**Work to complete:**
The following entries should be restated word for word, pictures excluded.

Saved data entries:
····················
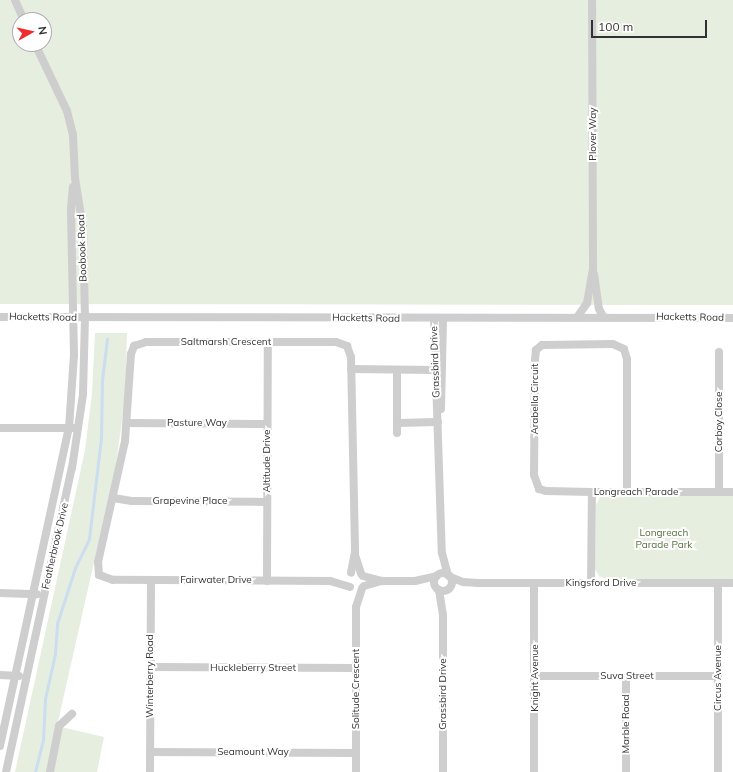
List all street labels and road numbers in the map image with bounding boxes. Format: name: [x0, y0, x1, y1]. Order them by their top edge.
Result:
street label: Plover Way: [587, 107, 599, 161]
street label: Boobook Road: [75, 214, 89, 282]
street label: Hacketts Road: [9, 310, 77, 324]
street label: Hacketts Road: [656, 310, 724, 324]
street label: Hacketts Road: [332, 311, 400, 325]
street label: Grassbird Drive: [428, 326, 442, 398]
street label: Saltmarsh Crescent: [181, 336, 271, 348]
street label: Arabella Circuit: [529, 363, 541, 435]
street label: Corboy Close: [713, 392, 725, 452]
street label: Pasture Way: [167, 417, 227, 429]
street label: Altitude Drive: [261, 429, 273, 493]
street label: Longreach Parade: [594, 486, 678, 498]
street label: Grapevine Place: [152, 495, 228, 507]
street label: Featherbrook Drive: [39, 502, 71, 590]
street label: Fairwater Drive: [180, 574, 252, 586]
street label: Kingsford Drive: [566, 577, 636, 589]
street label: Winterberry Road: [144, 634, 156, 718]
street label: Knight Avenue: [529, 644, 541, 712]
street label: Circus Avenue: [712, 645, 724, 711]
street label: Solitude Crescent: [350, 649, 362, 729]
street label: Grassbird Drive: [437, 658, 449, 730]
street label: Huckleberry Street: [210, 662, 296, 674]
street label: Suva Street: [600, 670, 654, 682]
street label: Marble Road: [620, 694, 632, 754]
street label: Seamount Way: [217, 746, 289, 758]

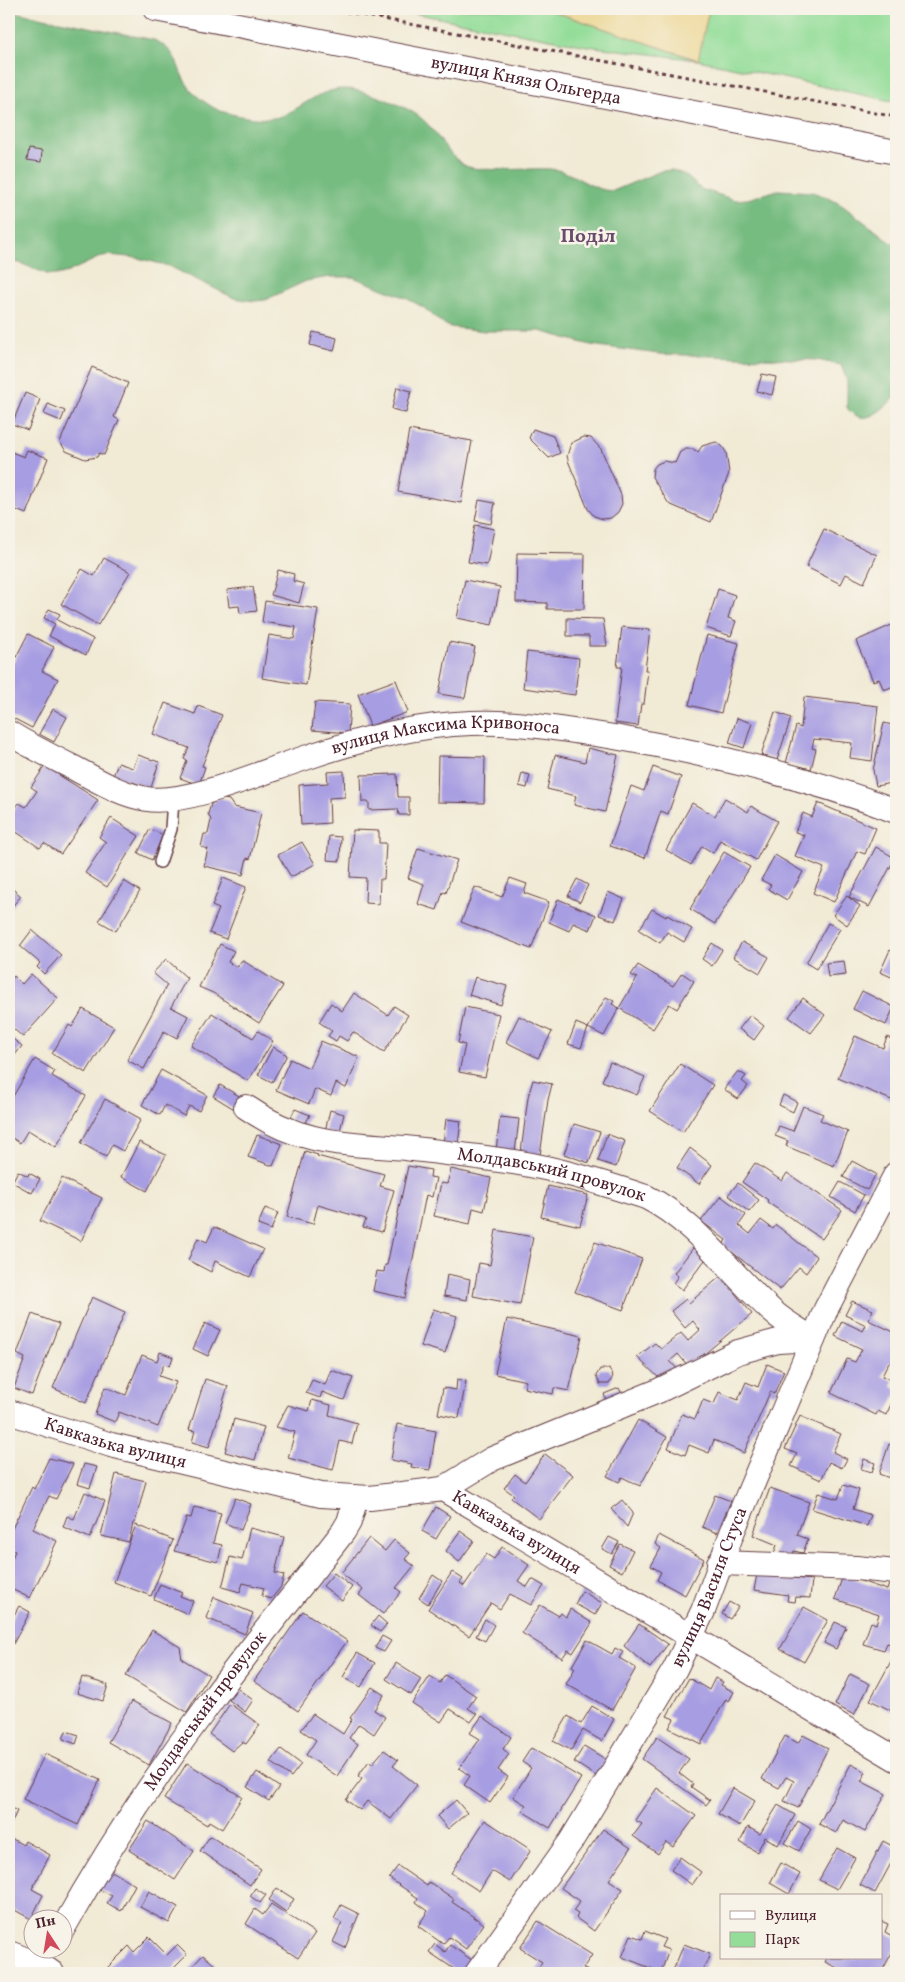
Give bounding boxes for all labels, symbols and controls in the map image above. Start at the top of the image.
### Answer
street label: вулиця Князя Ольгерда [429,50,624,111]
district label: Поділ [560,224,616,250]
street label: вулиця Максима Кривоноса [328,710,562,761]
street label: Молдавський провулок [456,1142,649,1209]
street label: Кавказька вулиця [41,1412,189,1475]
street label: Кавказька вулиця [447,1484,586,1581]
street label: вулиця Василя Стуса [665,1503,754,1671]
street label: Молдавський провулок [138,1625,273,1796]
legend [720,1894,882,1960]
text: Вулиця [765,1906,817,1927]
north arrow [22,1910,72,1960]
text: Пн [34,1911,57,1934]
text: Парк [765,1930,800,1951]

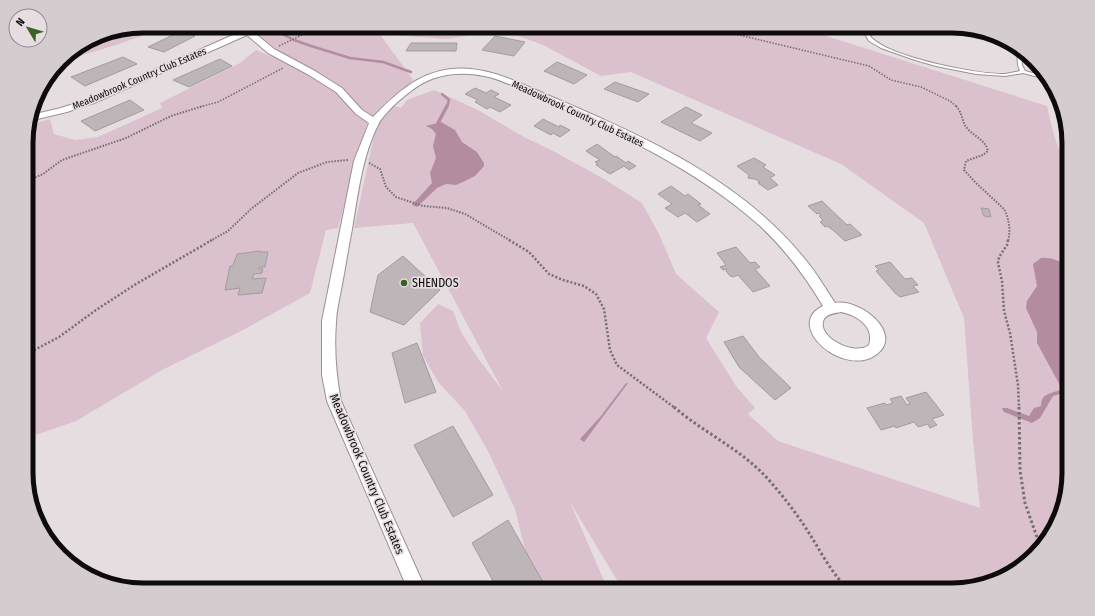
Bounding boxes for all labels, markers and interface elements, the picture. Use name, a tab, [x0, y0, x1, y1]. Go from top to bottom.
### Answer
····················
**Task answer:**
List all street labels and road numbers in the map image with bounding boxes. Format: name: [x0, y0, x1, y1]. Order them by their top edge.
Result:
street label: Plover Way: [587, 107, 599, 161]
street label: Boobook Road: [75, 214, 89, 282]
street label: Hacketts Road: [9, 310, 77, 324]
street label: Hacketts Road: [656, 310, 724, 324]
street label: Hacketts Road: [332, 311, 400, 325]
street label: Grassbird Drive: [428, 326, 442, 398]
street label: Saltmarsh Crescent: [181, 336, 271, 348]
street label: Arabella Circuit: [529, 363, 541, 435]
street label: Corboy Close: [713, 392, 725, 452]
street label: Pasture Way: [167, 417, 227, 429]
street label: Altitude Drive: [261, 429, 273, 493]
street label: Longreach Parade: [594, 486, 678, 498]
street label: Grapevine Place: [152, 495, 228, 507]
street label: Featherbrook Drive: [39, 502, 71, 590]
street label: Fairwater Drive: [180, 574, 252, 586]
street label: Kingsford Drive: [566, 577, 636, 589]
street label: Winterberry Road: [144, 634, 156, 718]
street label: Knight Avenue: [529, 644, 541, 712]
street label: Circus Avenue: [712, 645, 724, 711]
street label: Solitude Crescent: [350, 649, 362, 729]
street label: Grassbird Drive: [437, 658, 449, 730]
street label: Huckleberry Street: [210, 662, 296, 674]
street label: Suva Street: [600, 670, 654, 682]
street label: Marble Road: [620, 694, 632, 754]
street label: Seamount Way: [217, 746, 289, 758]

Give bounding boxes for all labels, symbols and controls in the map image above. Start at the top of the image.
### Answer
street label: вулиця Князя Ольгерда [429,50,624,111]
district label: Поділ [560,224,616,250]
street label: вулиця Максима Кривоноса [328,710,562,761]
street label: Молдавський провулок [456,1142,649,1209]
street label: Кавказька вулиця [41,1412,189,1475]
street label: Кавказька вулиця [447,1484,586,1581]
street label: вулиця Василя Стуса [665,1503,754,1671]
street label: Молдавський провулок [138,1625,273,1796]
legend [720,1894,882,1960]
text: Вулиця [765,1906,817,1927]
north arrow [22,1910,72,1960]
text: Пн [34,1911,57,1934]
text: Парк [765,1930,800,1951]

Bounding boxes for all labels, markers and interface elements, the picture. Use name, a tab, [x0, y0, x1, y1]. Go from top to bottom.
### Answer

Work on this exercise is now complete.